Panda Express eyes growth outside of the food court Panda Express is the latest food company to change its business model in an effort to increase revenue and drive profitability.

The ubiquitous fast food restaurant is a staple in malls across the U.S., but company officials are spearheading a plan to overhaul food offerings in a bid to compete against large competitors such as McDonald's, which has unveiled a line of healthy options as a means of attracting more customers.

NPR reports that the Panda Express is not only seeking to change its menu offerings, but also to move the locations of its outlets. The company is working to entice Americans who are increasingly concerned about their health, and executives at the firm said that opening stand-alone restaurants would help them tap into an entirely new demographic.

Still, shifting a company's established business model is no easy feat, and analysts said Panda Express had its work cut out for it as it augments menu items and opens new stores. The fast food player will need to implement cost reduction measures to keep profits from falling during its investment into new stores, for example, and it may have to work with procurement consultants to assist in the strategic sourcing of new fruits and vegetables.

Panda Express first opened its doors in the U.S. 28 years ago, and its popularity has rapidly increased since then. The company is one of the fastest growing chains in the nation, according to the news provider, though executives are not comfortable to simply rest on their laurels amid mounting competition from big-name players in the restaurant space.

"Before, I just gave customers a big chunk of meat," Panda Express head chef Andy Kao said in an interview. "Now I need to make sure [the] nutrition's good."

The company's path away from processed foods and toward fresh ingredients first began in 2007, when it introduced a campaign to serve 20 different kinds of vegetables all chopped in-house each day. The company is endeavoring to change its public perception from that of a fast food chain to an upscale dining experience. In effect, Panda Express executives are hoping to shift into the so-called "fast casual" space, next to the likes of Chipotle and Panera.

While the U.S. restaurant sector has experienced sluggish growth in the wake of the recession, fast casual eateries have witnessed their revenue climb as consumers increasingly flock to them. The niche market, however, is exceedingly difficult to break into, as brands must craft an identity that is both ethnically authentic and affordable. Some companies working to break into the market have kept costs down through business cost reduction campaigns and rehashing contract supplier negotiations.

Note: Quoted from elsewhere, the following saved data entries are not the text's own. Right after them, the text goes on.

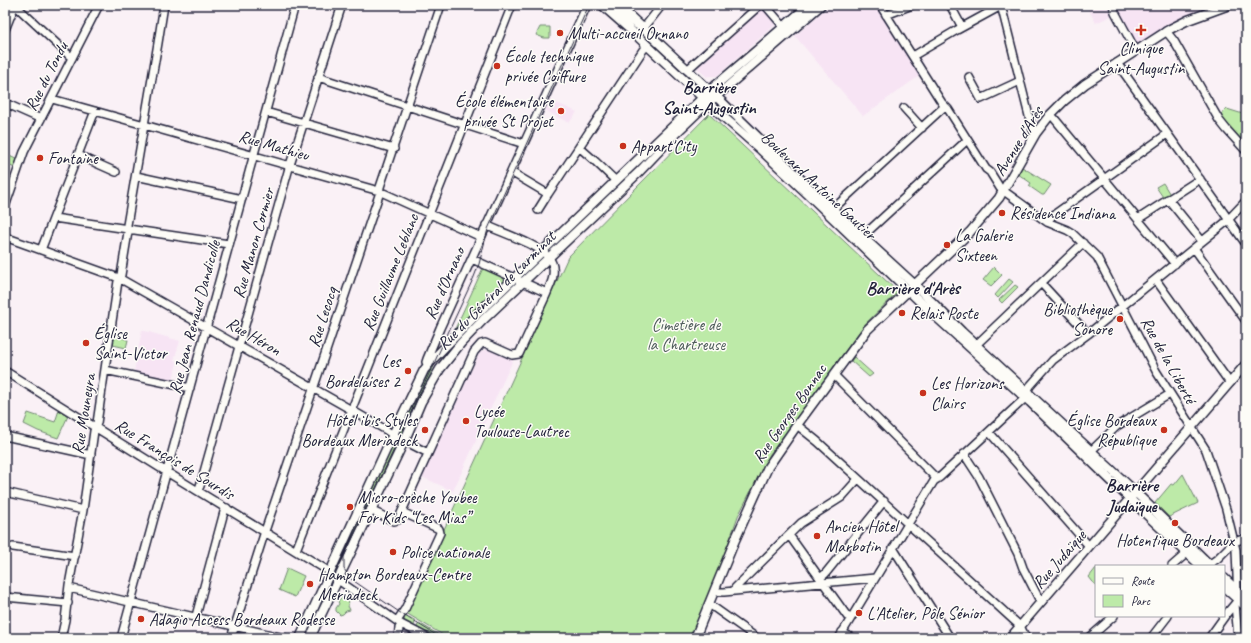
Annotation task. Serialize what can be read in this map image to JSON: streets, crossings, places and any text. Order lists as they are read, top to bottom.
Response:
{
  "streets": {
    "main road": [
      "Avenue d'Arès",
      "Boulevard Antoine Gautier",
      "Rue d'Ornano",
      "Rue du Général de Larminat",
      "Rue Georges Bonnac",
      "Rue Judaïque"
    ],
    "street": [
      "Rue du Tondu",
      "Rue Mathieu",
      "Rue Manon Cormier",
      "Rue Guillaume Leblanc",
      "Rue Jean Renaud Dandicolle",
      "Rue Lecocq",
      "Rue Héron",
      "Rue de la Liberté",
      "Rue Mouneyra",
      "Rue François de Sourdis"
    ]
  },
  "crossings": [
    ["Rue du Tondu", "Rue Mathieu"],
    ["Avenue d'Arès", "Boulevard Antoine Gautier"],
    ["Avenue d'Arès", "Rue de la Liberté"],
    ["Avenue d'Arès", "Rue Georges Bonnac"],
    ["Rue Mathieu", "Rue Manon Cormier"],
    ["Rue Mathieu", "Rue Guillaume Leblanc"],
    ["Rue Mathieu", "Rue d'Ornano"],
    ["Rue Mathieu", "Rue Jean Renaud Dandicolle"],
    ["Rue Mathieu", "Rue Lecocq"],
    ["Rue Mathieu", "Rue Mouneyra"],
    ["Boulevard Antoine Gautier", "Rue du Général de Larminat"],
    ["Boulevard Antoine Gautier", "Rue Georges Bonnac"],
    ["Rue Manon Cormier", "Rue Héron"],
    ["Rue Manon Cormier", "Rue François de Sourdis"],
    ["Rue Guillaume Leblanc", "Rue Héron"],
    ["Rue Guillaume Leblanc", "Rue François de Sourdis"],
    ["Rue d'Ornano", "Rue du Général de Larminat"],
    ["Rue d'Ornano", "Rue Héron"],
    ["Rue d'Ornano", "Rue François de Sourdis"],
    ["Rue du Général de Larminat", "Rue Héron"],
    ["Rue Jean Renaud Dandicolle", "Rue Héron"],
    ["Rue Jean Renaud Dandicolle", "Rue François de Sourdis"],
    ["Rue Lecocq", "Rue Héron"],
    ["Rue Lecocq", "Rue François de Sourdis"],
    ["Rue Héron", "Rue Mouneyra"],
    ["Rue de la Liberté", "Rue Judaïque"],
    ["Rue Mouneyra", "Rue François de Sourdis"]
  ],
  "districts": ["Barrière Saint-Augustin", "Barrière d'Arès", "Barrière Judaïque"],
  "parks": ["Cimetière de la Chartreuse"],
  "places": {
    "health": ["Clinique Saint-Augustin"],
    "other": [
      "Multi-accueil Ornano",
      "École technique privée Coiffure",
      "École élémentaire privée St Projet",
      "Appart'City",
      "Fontaine",
      "Résidence Indiana",
      "La Galerie Sixteen",
      "Relais Poste",
      "Bibliothèque Sonore",
      "Église Saint-Victor",
      "Les Bordelaises 2",
      "Les Horizons Clairs",
      "Lycée Toulouse-Lautrec",
      "Hôtel ibis Styles Bordeaux Meriadeck",
      "Église Bordeaux République",
      "Micro-crèche Youbee For Kids “Les Mias”",
      "Hotentique Bordeaux",
      "Ancien Hôtel Marbotin",
      "Police nationale",
      "Hampton Bordeaux-Centre Meriadeck",
      "L'Atelier, Pôle Sénior",
      "Adagio Access Bordeaux Rodesse"
    ]
  },
  "legend": ["Route", "Parc"]
}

Experts contend that the key to succeeding within the space is offering delicious food that customers will not be able to purchase elsewhere. That is why Panda Express executives said the company is poised to succeed, as its orange chicken entrée is one of the most popular items on its menu. Last year, the restaurant chain sold 60 million pounds of it, according to Panda Express product manager Patricia Lui.

"Sweet and sharp and salty," she said, referring to the orange chicken. "You don't want any flavor to stand out. You want it to be balanced."

The company is also testing a number of other potential new menu items as it courts growth amid what economists say could be a sustained U.S. economic recovery. While the path may be crowded, Panda Express is confident it can successfully break into the niche of the restaurant industry.